• [TASK ITEM]: Give an unaltered copy of the listing below, minus its pictures.

· · · · ·

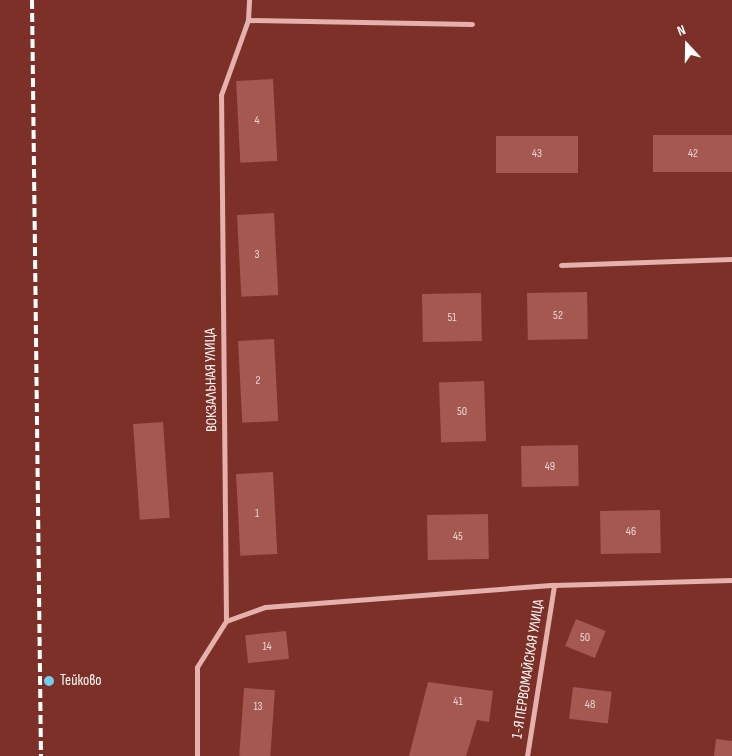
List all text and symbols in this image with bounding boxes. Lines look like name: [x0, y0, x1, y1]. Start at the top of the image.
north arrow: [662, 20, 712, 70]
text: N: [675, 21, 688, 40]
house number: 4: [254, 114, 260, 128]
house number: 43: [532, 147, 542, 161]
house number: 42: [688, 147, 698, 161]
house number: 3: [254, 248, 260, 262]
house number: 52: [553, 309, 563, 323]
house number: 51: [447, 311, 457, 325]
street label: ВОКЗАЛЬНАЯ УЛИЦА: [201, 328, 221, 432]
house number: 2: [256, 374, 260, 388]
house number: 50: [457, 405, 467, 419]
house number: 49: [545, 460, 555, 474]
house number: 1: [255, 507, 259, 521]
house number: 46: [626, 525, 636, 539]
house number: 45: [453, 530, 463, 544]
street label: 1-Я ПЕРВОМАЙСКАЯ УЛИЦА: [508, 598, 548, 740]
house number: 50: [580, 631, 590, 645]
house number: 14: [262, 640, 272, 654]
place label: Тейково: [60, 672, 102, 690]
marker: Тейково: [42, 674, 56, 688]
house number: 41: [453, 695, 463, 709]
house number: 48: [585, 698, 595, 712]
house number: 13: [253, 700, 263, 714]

· · · · ·

• [OUTPUT OF THE EXERCISE]:
List all text and symbols in this image with bounding boxes. Lines look like name: [x0, y0, x1, y1]. Start at the top of the image.
north arrow: [662, 20, 712, 70]
text: N: [675, 21, 688, 40]
house number: 4: [254, 114, 260, 128]
house number: 43: [532, 147, 542, 161]
house number: 42: [688, 147, 698, 161]
house number: 3: [254, 248, 260, 262]
house number: 52: [553, 309, 563, 323]
house number: 51: [447, 311, 457, 325]
street label: ВОКЗАЛЬНАЯ УЛИЦА: [201, 328, 221, 432]
house number: 2: [256, 374, 260, 388]
house number: 50: [457, 405, 467, 419]
house number: 49: [545, 460, 555, 474]
house number: 1: [255, 507, 259, 521]
house number: 46: [626, 525, 636, 539]
house number: 45: [453, 530, 463, 544]
street label: 1-Я ПЕРВОМАЙСКАЯ УЛИЦА: [508, 598, 548, 740]
house number: 50: [580, 631, 590, 645]
house number: 14: [262, 640, 272, 654]
place label: Тейково: [60, 672, 102, 690]
marker: Тейково: [42, 674, 56, 688]
house number: 41: [453, 695, 463, 709]
house number: 48: [585, 698, 595, 712]
house number: 13: [253, 700, 263, 714]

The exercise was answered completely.